Verweerder heeft een integrale afweging gemaakt van de bijzondere omstandigheden van eiseres. Daarbij heeft verweerder de (medische) situatie van de referent betrokken - zoals aangevoerd door eiseres en voorzien van producties - en de al dan niet geleverde inspanningen en intellectuele capaciteiten van eiseres. De rechtbank stelt vast dat de referent overdag thuiszorg heeft en ’s nachts van een noodalarmering gebruik kan maken. Met verweerder is de rechtbank van oordeel dat onvoldoende is aangetoond dat reeds op grond van de (medische) informatie van de referent er sprake zou zijn van een dusdanig urgente en acute situatie bij de referent dat de aanwezigheid van eiseres in Nederland is vereist. Daarnaast heeft eiseres nu driemaal het inburgeringsexamen gedaan en heeft zij consequent voor alle onderdelen een 1 gescoord. Onduidelijk is wat de kwaliteit is van het instituut waarbij eiseres stelt onderwijs te hebben gevolgd, omdat niet is gebleken dat het instituut is geaccrediteerd. Ook zijn er geen aanwijzingen dat eiseres na het zakken voor het eerste examen nog onderwijs heeft gevolgd ter voorbereiding van het tweede en derde examen op respectievelijk 9 januari en 20 april 2017. Dit duidt volgens de rechtbank niet op het verrichten van enige inspanning om het examen voor te bereiden of hiervoor te slagen. Ten slotte is naar het oordeel van de rechtbank niet overtuigend gebleken dat eiseres zodanige beperkte intellectuele capaciteiten heeft dat zij niet in staat is enig onderdeel van het inburgeringsexamen te halen, zoals het onderdeel Kennis van de Nederlandse Samenleving.
4.3.
Gelet op het bovenstaande heeft verweerder in redelijkheid kunnen weigeren eiseres te ontheffen van het inburgeringsexamen. Er is immers geen sprake van een combinatie van individuele omstandigheden, die er objectief aan in de weg staan om het examen af te leggen of voor (onderdelen van) het examen te slagen. Evenmin is sprake van een situatie dat inspanningen (pogingen om het examen te halen en voorbereidingen) van eiseres al zo lang duren, dat uitoefening van het recht op gezinshereniging onmogelijk of uiterst moeilijk wordt gemaakt.
4.4.
De rechtbank volgt eiseres niet in het aangevoerde dat de hoorplicht is geschonden. Van het horen van belanghebbenden kan onder meer worden afgezien als het bezwaar kennelijk ongegrond is. Dit is het geval als uit het bezwaarschrift zelf direct blijkt dat de bezwaren ongegrond zijn en er redelijkerwijs geen twijfel mogelijk is over die conclusie. Dit moet worden beoordeeld aan de hand van de inhoud van het bezwaarschrift in samenhang met wat in eerste instantie door betrokkene is aangevoerd. Gelet op hetgeen eiseres in bezwaar heeft aangevoerd en de motivering van het primaire besluit heeft verweerder het bezwaar van eiseres niet ten onrechte kennelijk ongegrond geacht en van het horen van eiseres mogen afzien.

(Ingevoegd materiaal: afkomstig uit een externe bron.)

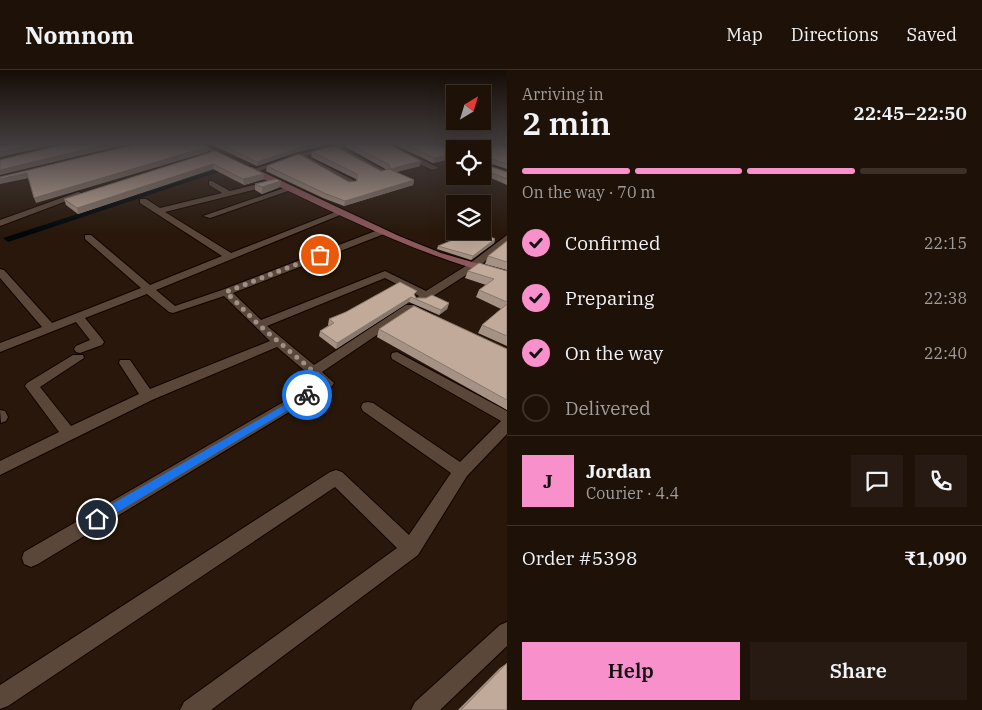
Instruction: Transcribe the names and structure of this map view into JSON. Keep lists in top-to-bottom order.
{
  "north": "top right",
  "page": {
    "header": "Nomnom",
    "nav": ["Map", "Directions", "Saved"],
    "heading": ["2 min", "Arriving in", "22:45–22:50"],
    "panel": [
      "Jordan",
      "Courier · 4.4",
      "Order #5398",
      "₹1,090"
    ],
    "bar": "On the way · 70 m",
    "list": [
      ["Confirmed", "22:15"],
      ["Preparing", "22:38"],
      ["On the way", "22:40"],
      "Delivered"
    ],
    "round": "J",
    "buttons": ["Help", "Share"]
  }
}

5. Het beroep is ongegrond. Voor een proceskostenveroordeling bestaat geen aanleiding.

Beslissing

De rechtbank verklaart het beroep ongegrond.
Deze uitspraak is gedaan door mr. O.P.G. Vos, rechter, in aanwezigheid van mr. E.H. Kalse‑Spoon, griffier.

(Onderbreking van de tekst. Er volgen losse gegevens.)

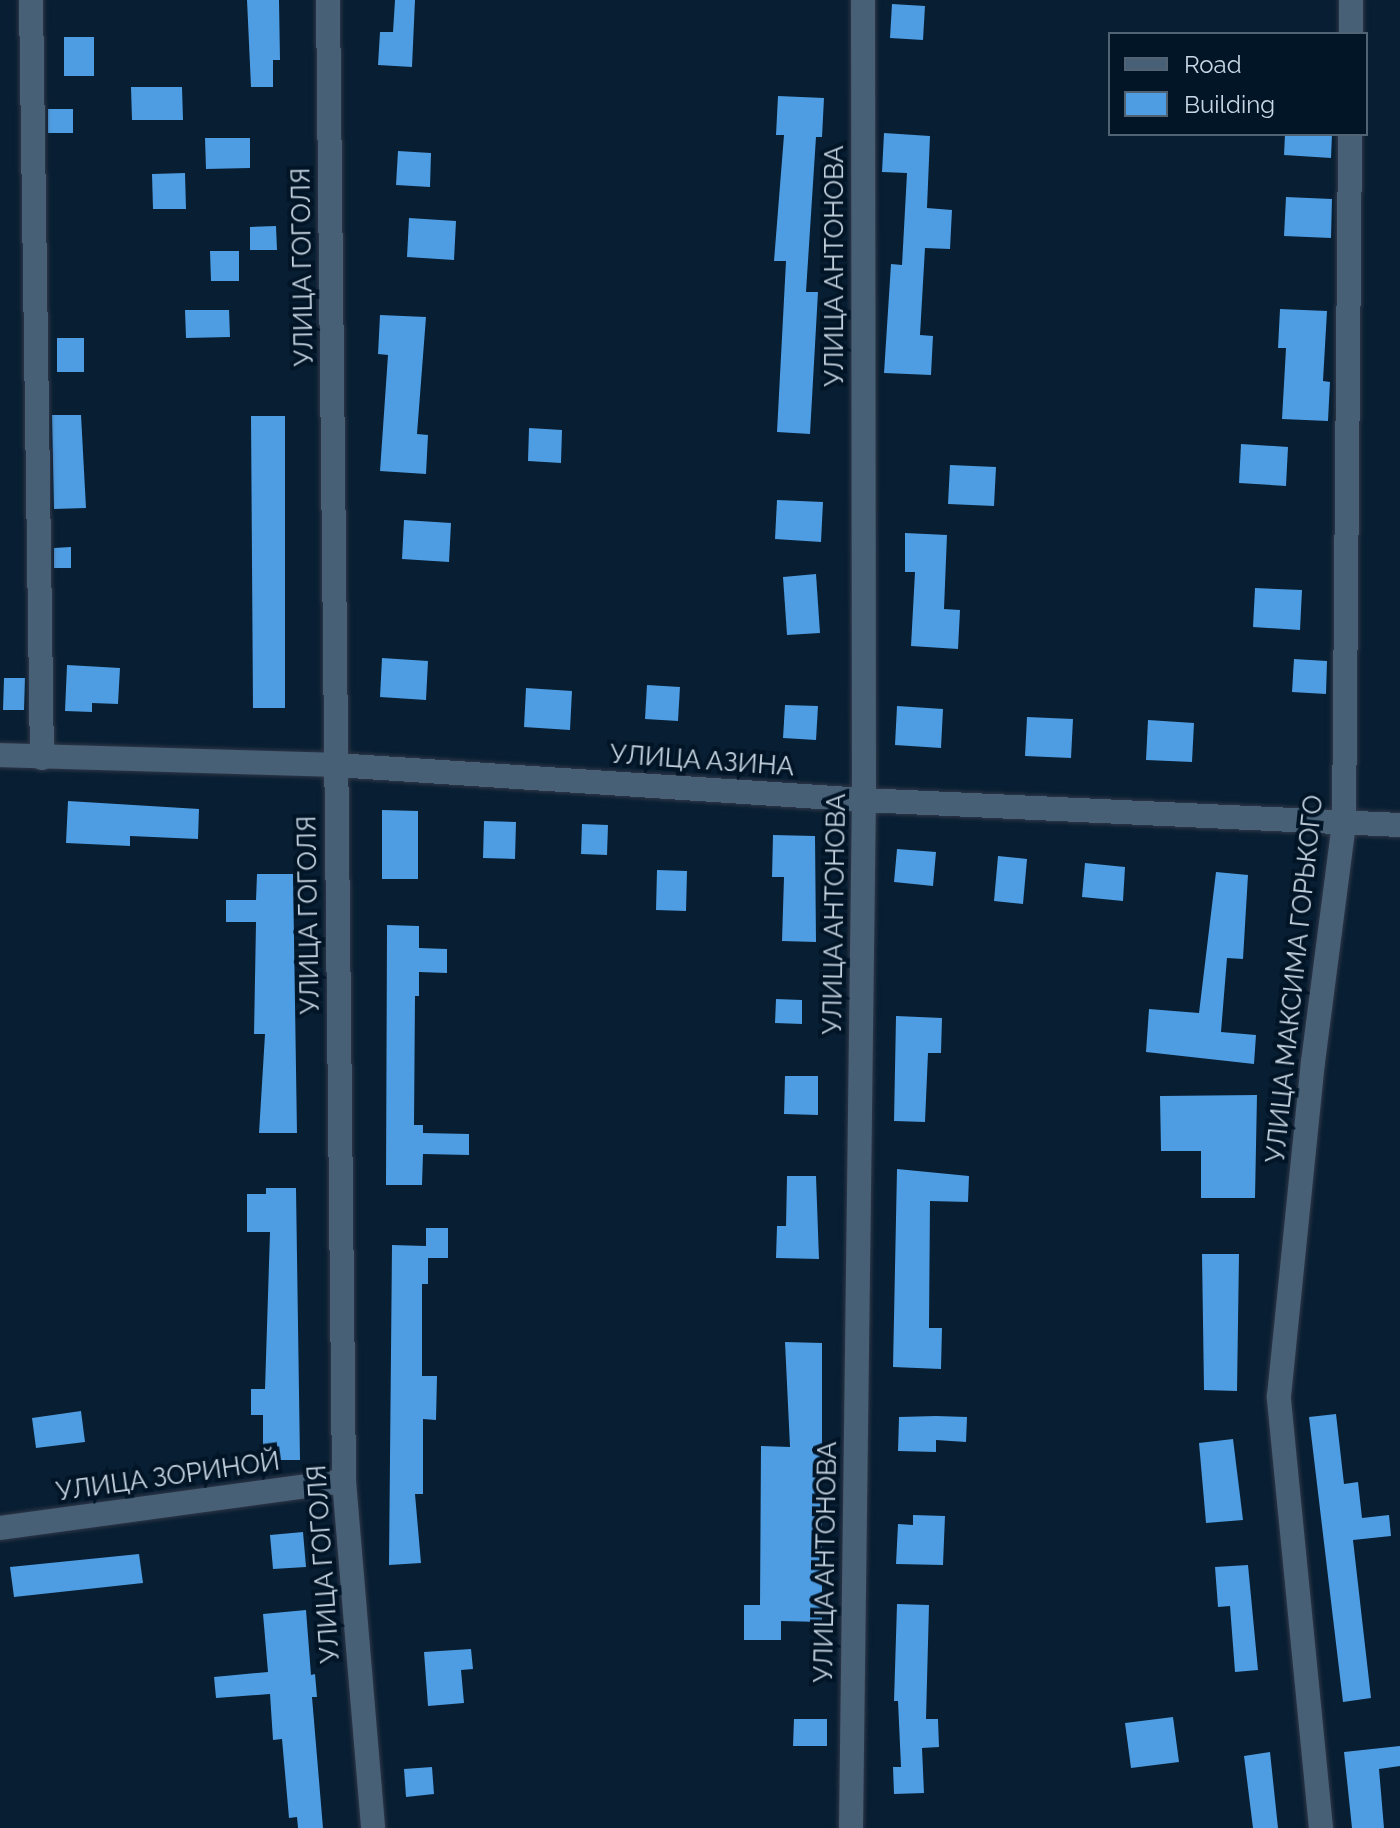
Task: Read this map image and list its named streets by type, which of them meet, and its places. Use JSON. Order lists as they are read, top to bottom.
{
  "streets": {
    "street": [
      "УЛИЦА АНТОНОВА",
      "УЛИЦА ГОГОЛЯ",
      "УЛИЦА АЗИНА",
      "УЛИЦА МАКСИМА ГОРЬКОГО",
      "УЛИЦА ЗОРИНОЙ"
    ]
  },
  "crossings": [
    ["УЛИЦА АНТОНОВА", "УЛИЦА АЗИНА"],
    ["УЛИЦА ГОГОЛЯ", "УЛИЦА АЗИНА"],
    ["УЛИЦА ГОГОЛЯ", "УЛИЦА ЗОРИНОЙ"],
    ["УЛИЦА АЗИНА", "УЛИЦА МАКСИМА ГОРЬКОГО"]
  ],
  "legend": ["Road", "Building"]
}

De beslissing is in het openbaar uitgesproken op 8 januari 2018.
griffier
rechter
Afschrift verzonden aan partijen op:
Conc.: EKS
D:
VK
Tegen deze uitspraak kunnen partijen binnen vier weken na de dag van verzending daarvan hoger beroep instellen bij de Afdeling bestuursrechtspraak van de Raad van State (adres: Raad van State, Afdeling bestuursrechtspraak, Hoger beroep vreemdelingenzaken, Postbus 16113, 2500 BC 's-Gravenhage). Naast de vereisten waaraan het beroepschrift moet voldoen op grond van artikel 6:5 van de Awb (zoals het overleggen van een afschrift van deze uitspraak) dient het beroepschrift op grond van artikel 85, eerste lid, van de Vw 2000 een of meer grieven te bevatten. Artikel 6:6 van de Awb (herstel verzuim) is niet van toepassing.
BIJLAGE
Paragraaf B1/4.7 van de Vreemdelingencirculaire 2000
Ontheffing basisexamen inburgering vanwege bijzondere individuele omstandigheden
Voor het beoordelen van ontheffing van het inburgeringsvereiste buitenland is artikel 3.71a, aanhef en onder c, Vb jucto artikel 3.10 VV van toepassing.

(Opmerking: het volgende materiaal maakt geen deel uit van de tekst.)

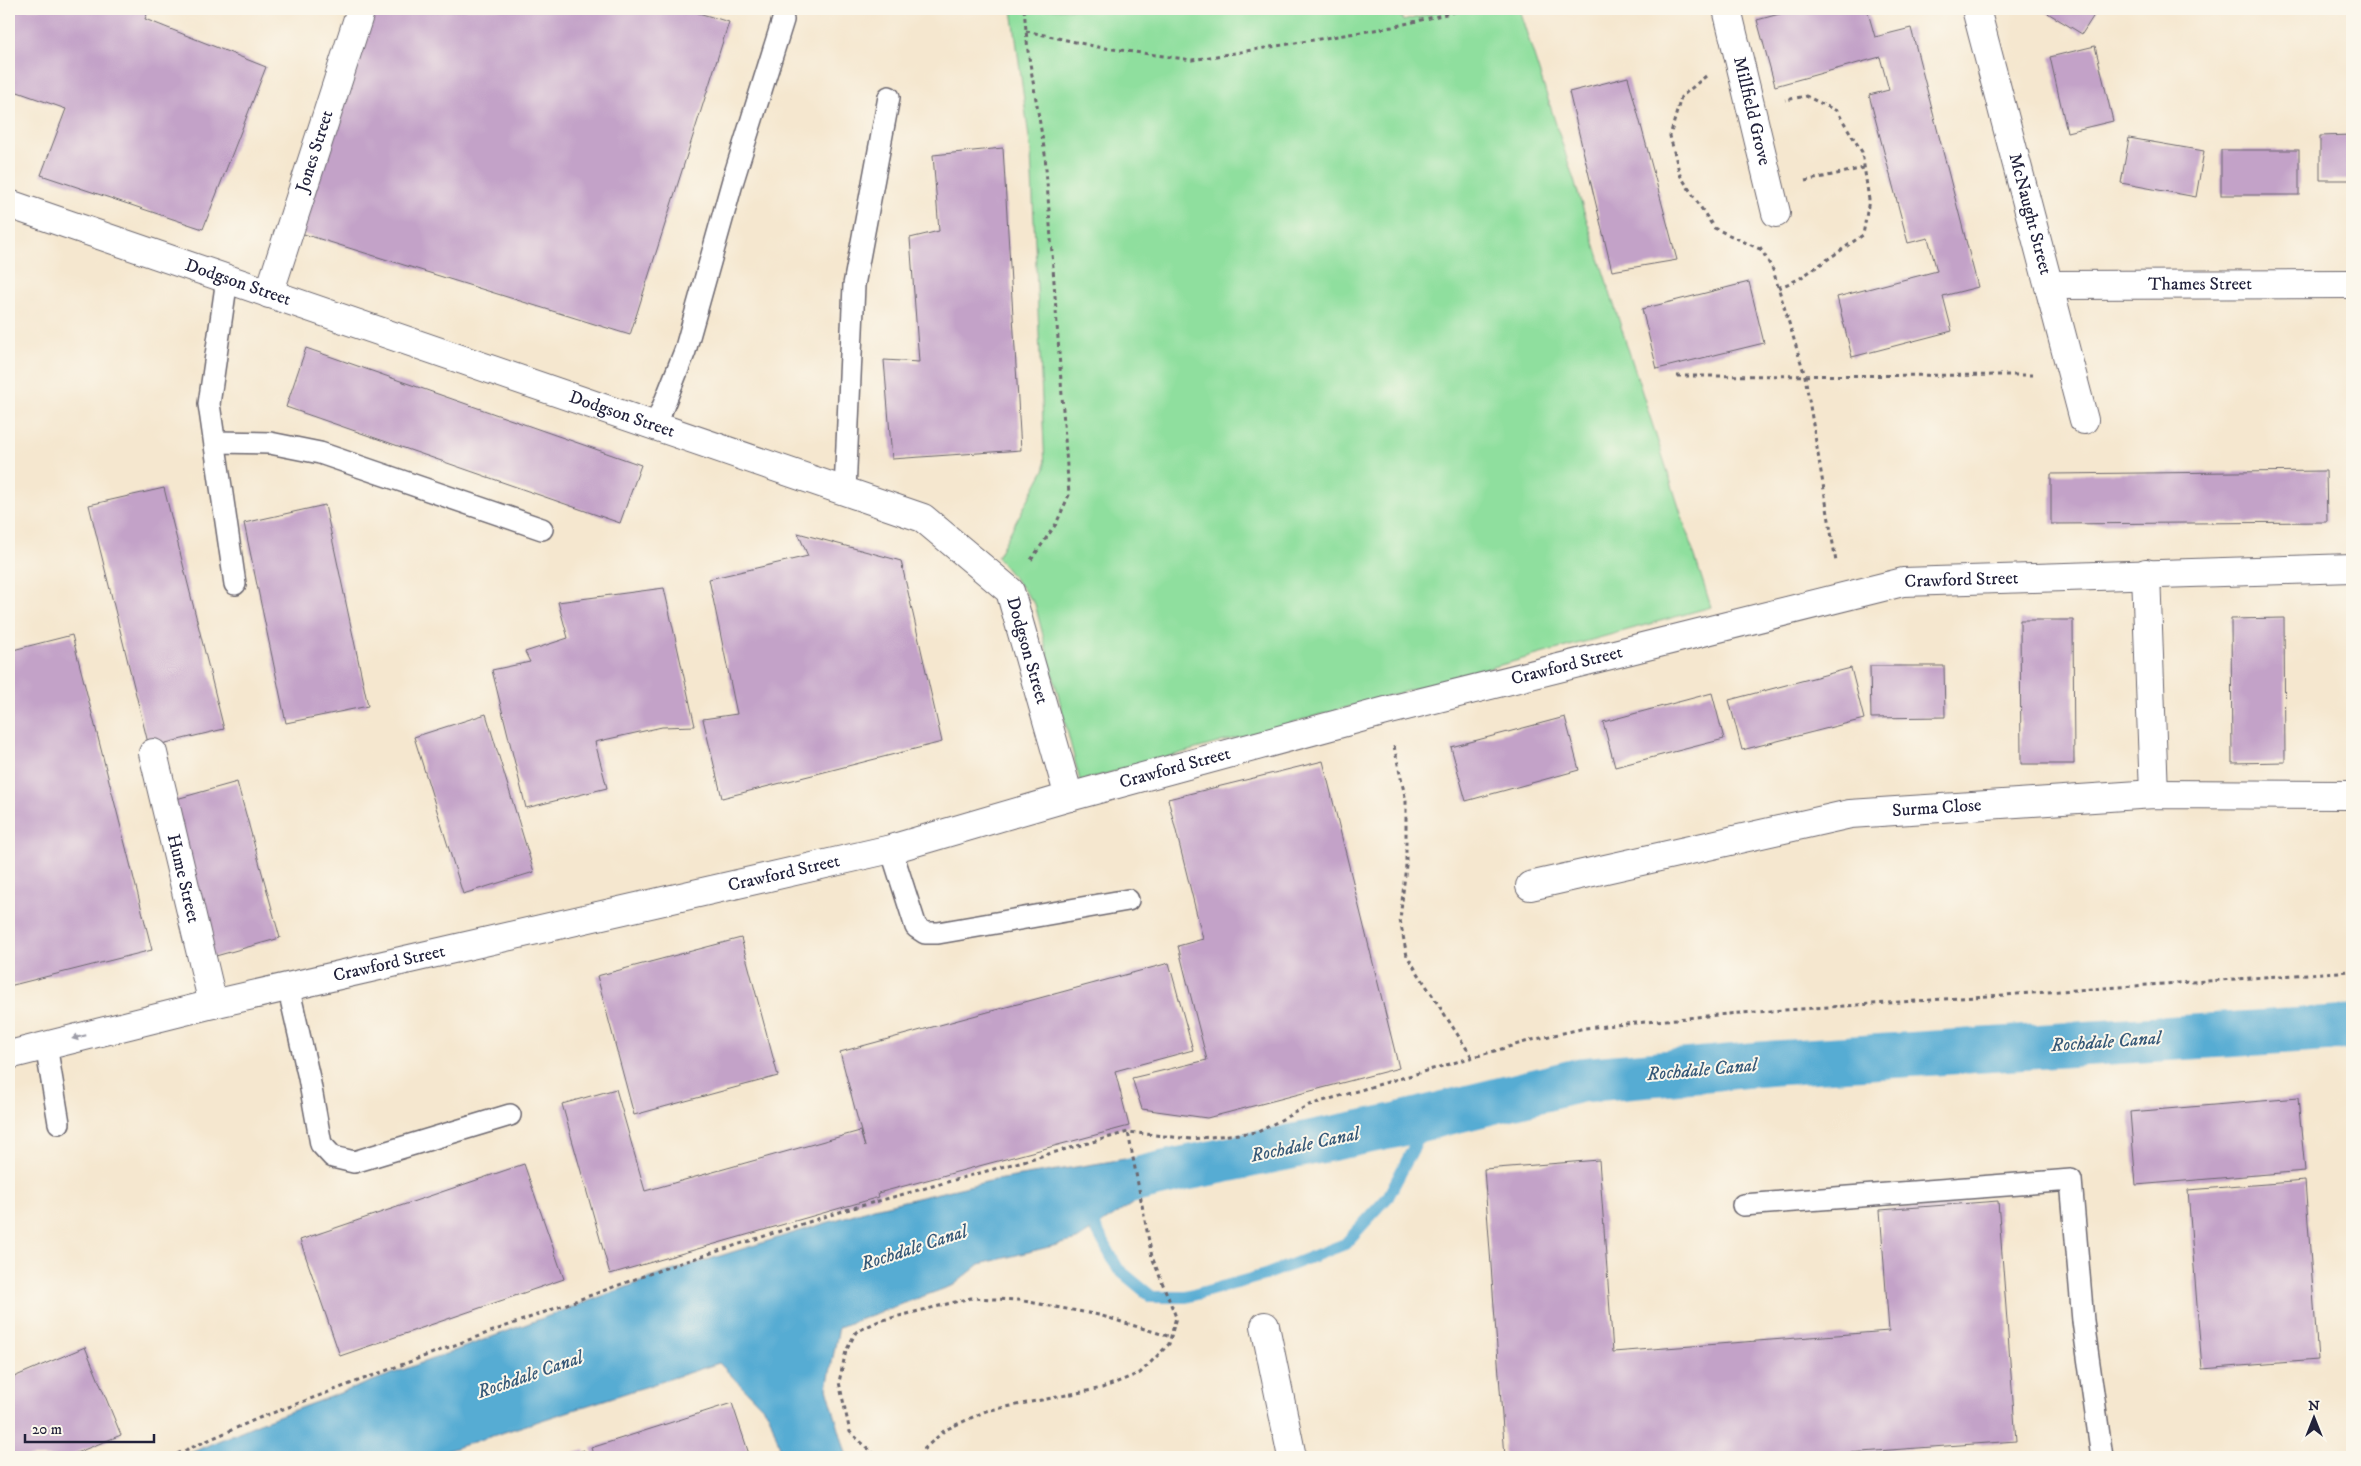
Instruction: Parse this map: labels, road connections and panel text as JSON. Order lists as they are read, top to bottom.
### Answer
{
  "streets": {
    "street": [
      "Millfield Grove",
      "Jones Street",
      "McNaught Street",
      "Dodgson Street",
      "Thames Street",
      "Crawford Street",
      "Surma Close",
      "Hume Street"
    ]
  },
  "crossings": [
    ["Jones Street", "Dodgson Street"],
    ["McNaught Street", "Thames Street"],
    ["Dodgson Street", "Crawford Street"],
    ["Crawford Street", "Hume Street"]
  ],
  "water": ["Rochdale Canal"],
  "scale_bar": "20 m",
  "north": "top"
}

De IND wijst op grond van artikel 3.71a, tweede lid, aanhef en onder c, van het Vreemdelingenbesluit de mvv-aanvraag niet af op grond van het inburgeringsvereiste als sprake is van bijzondere individuele omstandigheden, die ertoe leiden dat de vreemdeling bij handhaving van de verplichting om het basisexamen inburgering met goed gevolg af te leggen, onmogelijk of uiterst moeilijk zijn recht op gezinshereniging kan uitoefenen. Er kan sprake zijn van een enkele omstandigheid of een combinatie van verschillende omstandigheden.
De IND betrekt – waar relevant – in de beoordeling van de bijzondere individuele omstandigheden:
  • de door de vreemdeling getoonde wil om voor het examen te slagen en
  • de door de vreemdeling geleverde inspanningen om zich voor te bereiden op en te slagen voor het basisexamen inburgering. De behaalde scores voor een examenonderdeel kunnen een indicatie geven voor de geleverde inspanningen. De inspanningen (pogingen en voorbereidingen) van de vreemdeling mogen niet zo lang duren dat uitoefening van het recht op gezinshereniging onmogelijk of uiterst moeilijk wordt gemaakt.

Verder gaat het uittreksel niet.